The surgery lasted 15 hours and went brilliantly. Ten days later, Dr. Healey made a surprise visit to my hospital room. He’d come from the hospital’s Tumor Review Board with some exciting news: The kill rate for my tumor was 100 percent; the chemotherapy had killed all my cancer, thus improving substantially my prospects going forward.

“This is not a small skirmish,” he said. “This is a victory in a major battle.” He shook my hand. We were victors, and Dr. Healey was the hero.
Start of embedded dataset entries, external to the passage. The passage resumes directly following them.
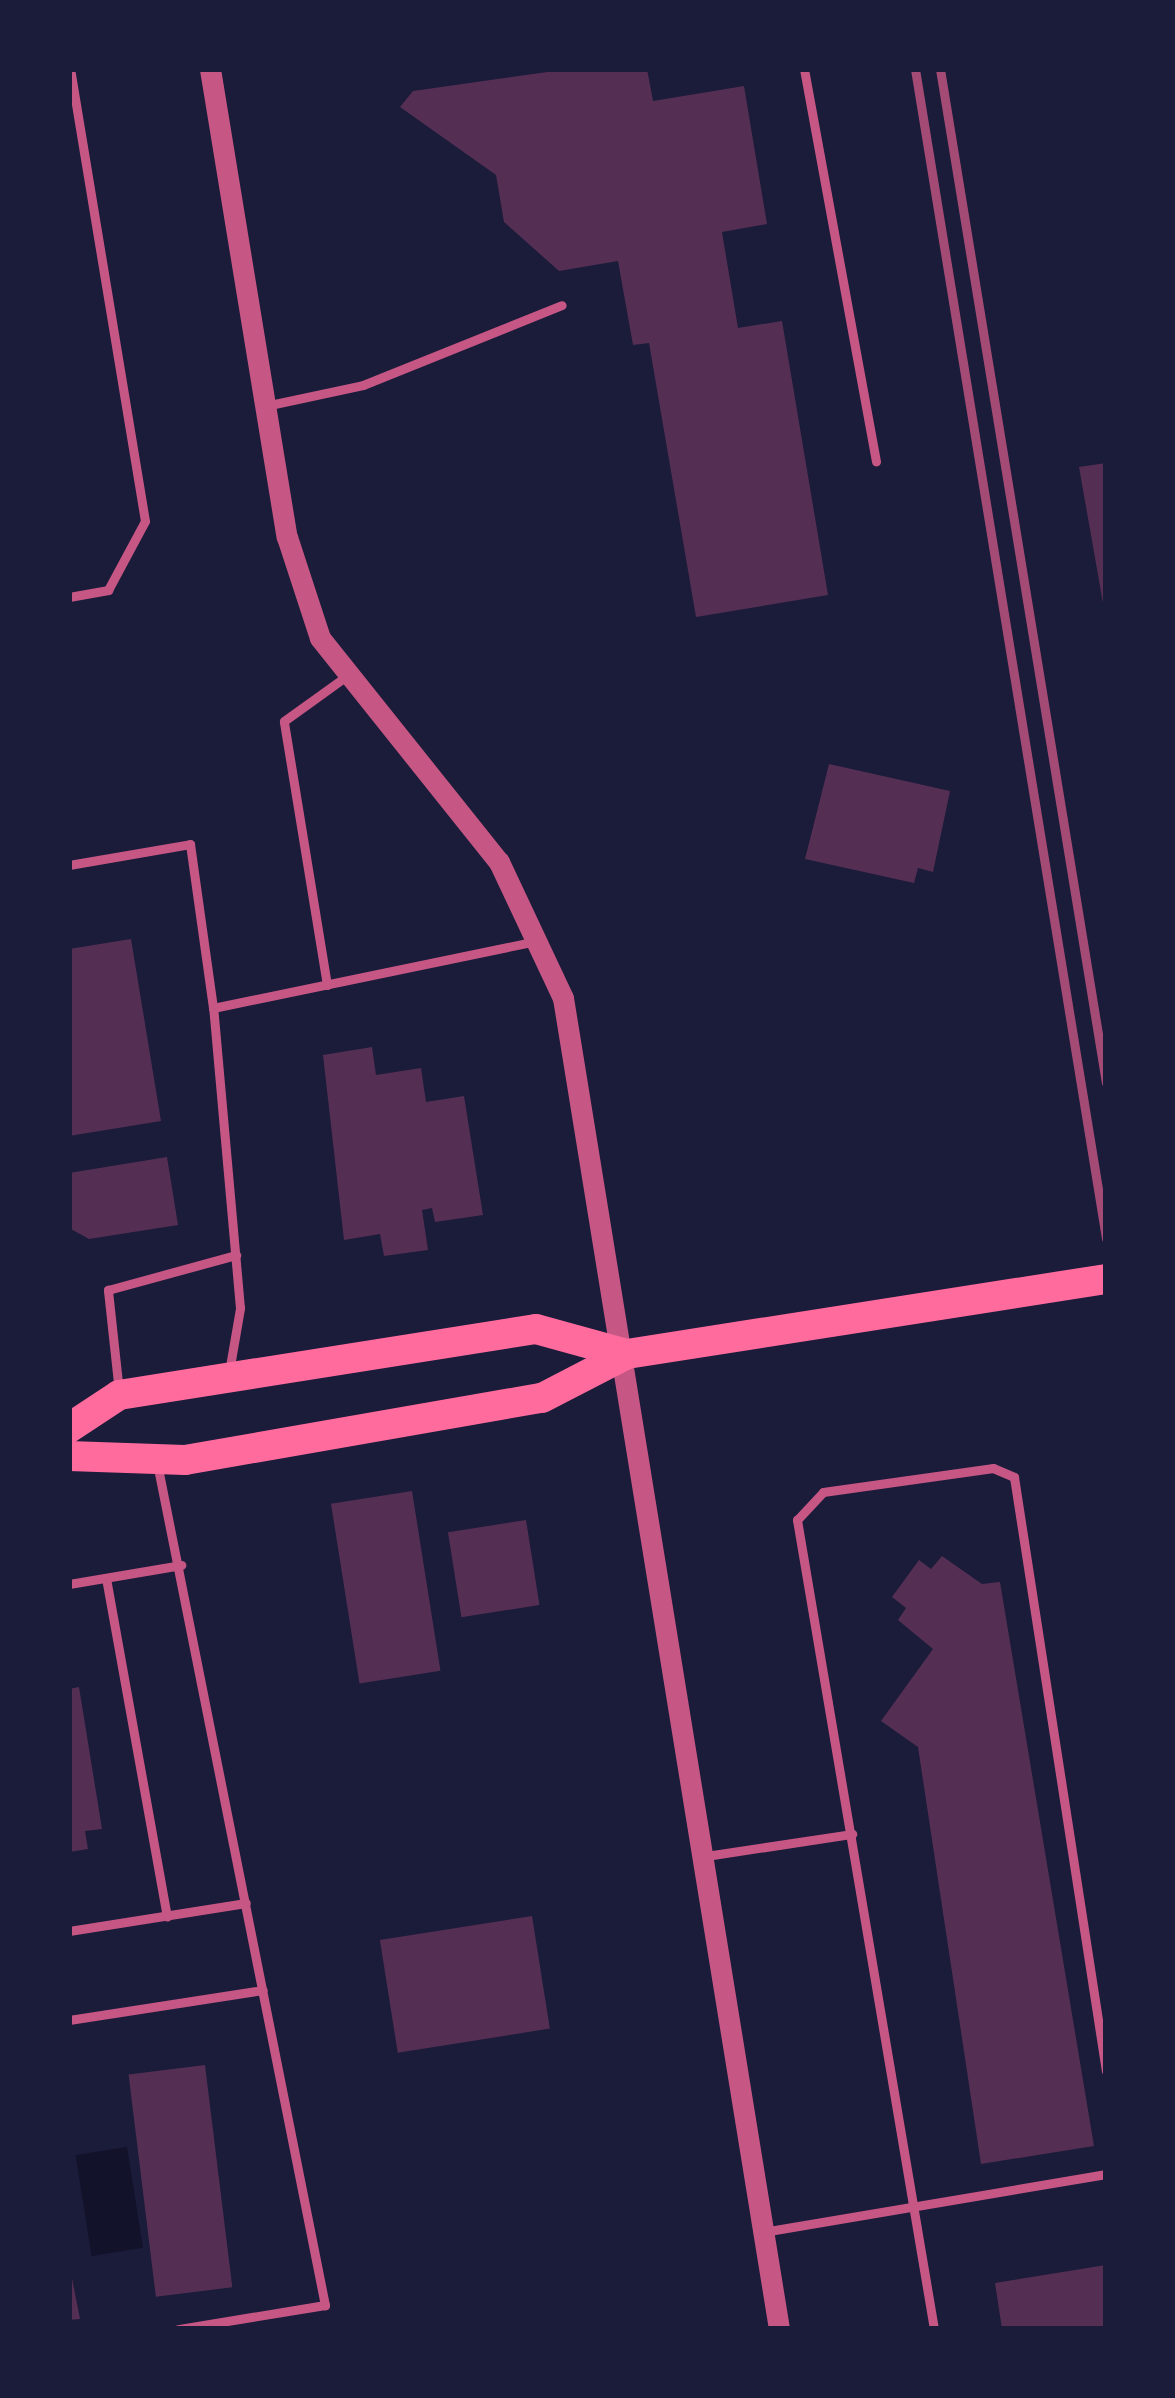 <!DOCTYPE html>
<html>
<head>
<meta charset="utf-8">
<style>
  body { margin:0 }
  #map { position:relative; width:1175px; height:2398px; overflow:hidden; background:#1b1b3a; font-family:Lato,sans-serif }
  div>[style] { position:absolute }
  .water>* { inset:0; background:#12122b; transform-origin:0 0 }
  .building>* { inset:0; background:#542f53; transform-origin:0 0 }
  .service>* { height:9px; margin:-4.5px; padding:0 4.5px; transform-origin:4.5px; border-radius:4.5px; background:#c65784 }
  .tertiary>* { height:21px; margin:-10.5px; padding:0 10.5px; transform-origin:10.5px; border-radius:10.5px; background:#c65784 }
  .primary>* { height:30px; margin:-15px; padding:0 15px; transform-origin:15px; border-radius:15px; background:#ff6b9d }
  .rail>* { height:9px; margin:-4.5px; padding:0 4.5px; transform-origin:4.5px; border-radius:4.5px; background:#a44b75 }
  span { translate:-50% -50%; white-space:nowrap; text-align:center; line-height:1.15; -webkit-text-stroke:12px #1b1b3a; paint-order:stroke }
  .frame { position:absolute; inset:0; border:72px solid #1b1b3a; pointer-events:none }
</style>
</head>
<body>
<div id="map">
  <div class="water">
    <div style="left:127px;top:2147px;width:102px;height:52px;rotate:81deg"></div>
  </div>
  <div class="building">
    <div style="clip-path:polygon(569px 69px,647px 69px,653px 101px,744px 86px,767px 224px,722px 232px,738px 328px,782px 321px,828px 595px,696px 617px,649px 343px,633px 345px,618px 261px,559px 271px,504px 222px,496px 175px,400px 107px,413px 91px)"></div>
    <div style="clip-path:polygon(1106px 463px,1106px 609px,1104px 609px,1079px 467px)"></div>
    <div style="clip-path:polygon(829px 764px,950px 791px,933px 872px,918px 868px,914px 883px,805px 859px)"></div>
    <div style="clip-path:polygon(131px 939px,161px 1121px,69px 1136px,69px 949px)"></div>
    <div style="clip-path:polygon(372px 1047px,376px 1075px,421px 1068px,426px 1102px,464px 1096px,483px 1215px,435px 1222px,432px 1208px,422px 1210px,428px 1250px,384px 1256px,380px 1234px,344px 1240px,323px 1055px)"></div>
    <div style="clip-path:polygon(167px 1157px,178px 1225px,89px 1239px,69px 1228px,69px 1173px)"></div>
    <div style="left:412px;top:1491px;width:182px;height:82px;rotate:81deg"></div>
    <div style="left:526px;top:1520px;width:86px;height:79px;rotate:81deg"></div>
    <div style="clip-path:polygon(942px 1556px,982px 1584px,1000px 1582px,1094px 2146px,981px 2164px,918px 1747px,881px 1721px,933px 1649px,898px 1620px,906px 1608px,892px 1597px,919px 1560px,931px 1569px)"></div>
    <div style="clip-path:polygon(79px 1687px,102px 1829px,85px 1831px,88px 1849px,69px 1852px,69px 1689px)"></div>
    <div style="left:532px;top:1916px;width:114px;height:154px;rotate:81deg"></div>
    <div style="left:205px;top:2065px;width:224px;height:77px;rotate:83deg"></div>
    <div style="clip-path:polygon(69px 2263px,80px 2319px,69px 2320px)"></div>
    <div style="clip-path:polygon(1106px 2265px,1106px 2329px,1002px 2329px,995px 2283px)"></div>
  </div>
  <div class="service">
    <div style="left:804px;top:69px;width:399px;rotate:79.6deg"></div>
    <div style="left:265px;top:406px;width:100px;rotate:-12.1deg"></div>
    <div style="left:363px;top:385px;width:214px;rotate:-21.9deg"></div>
    <div style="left:69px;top:597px;width:40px;rotate:-10deg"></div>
    <div style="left:108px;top:590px;width:78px;rotate:-61.8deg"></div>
    <div style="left:145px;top:521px;width:458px;rotate:-99.4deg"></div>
    <div style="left:69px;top:865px;width:123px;rotate:-9.8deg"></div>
    <div style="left:190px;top:844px;width:166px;rotate:82deg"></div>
    <div style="left:327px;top:985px;width:267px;rotate:-99.3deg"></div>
    <div style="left:284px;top:721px;width:79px;rotate:-35.7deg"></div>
    <div style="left:229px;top:1372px;width:65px;rotate:-80.2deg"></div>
    <div style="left:240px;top:1308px;width:301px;rotate:-95.1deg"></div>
    <div style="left:213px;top:1008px;width:330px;rotate:-11.7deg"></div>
    <div style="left:119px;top:1392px;width:103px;rotate:-96.2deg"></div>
    <div style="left:108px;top:1290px;width:133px;rotate:-15.3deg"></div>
    <div style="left:157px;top:1463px;width:859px;rotate:78.72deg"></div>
    <div style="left:325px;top:2305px;width:149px;rotate:170.7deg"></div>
    <div style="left:106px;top:1578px;width:344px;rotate:79.8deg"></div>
    <div style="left:69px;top:1584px;width:114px;rotate:-9.6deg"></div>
    <div style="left:706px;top:1856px;width:148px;rotate:-8.6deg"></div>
    <div style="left:69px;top:1931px;width:179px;rotate:-9deg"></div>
    <div style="left:69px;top:2020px;width:196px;rotate:-8.8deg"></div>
    <div style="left:763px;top:2232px;width:348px;rotate:-9.6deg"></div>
    <div style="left:934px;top:2329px;width:821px;rotate:-99.61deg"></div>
    <div style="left:797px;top:1520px;width:38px;rotate:-47deg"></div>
    <div style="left:823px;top:1492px;width:172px;rotate:-8deg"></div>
    <div style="left:993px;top:1468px;width:23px;rotate:23deg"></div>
    <div style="left:1014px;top:1477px;width:601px;rotate:81.2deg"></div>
  </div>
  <div class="tertiary">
    <div style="left:210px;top:69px;width:474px;rotate:80.7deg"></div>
    <div style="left:287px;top:537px;width:106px;rotate:71.9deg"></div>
    <div style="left:320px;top:638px;width:287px;rotate:51.4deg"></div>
    <div style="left:499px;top:862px;width:150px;rotate:64.8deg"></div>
    <div style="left:563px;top:998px;width:1348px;rotate:80.78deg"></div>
  </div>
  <div class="primary">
    <div style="left:69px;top:1428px;width:60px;rotate:-33.4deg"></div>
    <div style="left:119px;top:1395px;width:422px;rotate:-9deg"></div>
    <div style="left:536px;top:1329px;width:94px;rotate:15.4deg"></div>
    <div style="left:69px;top:1456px;width:116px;rotate:2deg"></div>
    <div style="left:185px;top:1460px;width:362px;rotate:-9.9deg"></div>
    <div style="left:542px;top:1398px;width:96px;rotate:-27.4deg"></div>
    <div style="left:627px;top:1354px;width:485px;rotate:-8.9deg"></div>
  </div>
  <div class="rail">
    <div style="left:915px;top:69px;width:1185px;rotate:80.72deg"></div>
    <div style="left:940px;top:69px;width:1027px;rotate:80.7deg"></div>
  </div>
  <div class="frame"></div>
</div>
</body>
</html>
Moving Forward – On Two Legs

I’ve spent the time since the end of my treatment living life as fully as possible. I am still cancer free.  And after 500 hours of physical therapy, I now walk without crutches or a cane and with only a slight limp. I can bike across the Brooklyn Bridge with my daughters and teach them how to swim.

The Council of Dads has also become an integral part of our lives. When our girls turned five, the men convened for the first time. “They’re here,” Linda said, “and you are, too.” As one of the men said that night, “When I first heard the idea, I submitted my resignation. But now I realize, whether we’re healthy or sick, men or women, we all need our own Councils.”

One reason is that the experience forced me say out loud what I often kept inside. Cancer, I found, is a passport to intimacy. It is an invitation – maybe even a mandate – to enter the most vital, frightening, and sensitive human arenas. It’s a responsibility to address those issues that we rarely want to discuss, but that have the power to transform us when we do.

That to me is the principal lesson I took from my experience. Linda and I formed The Council of Dads for our girls, but really it changed all of us.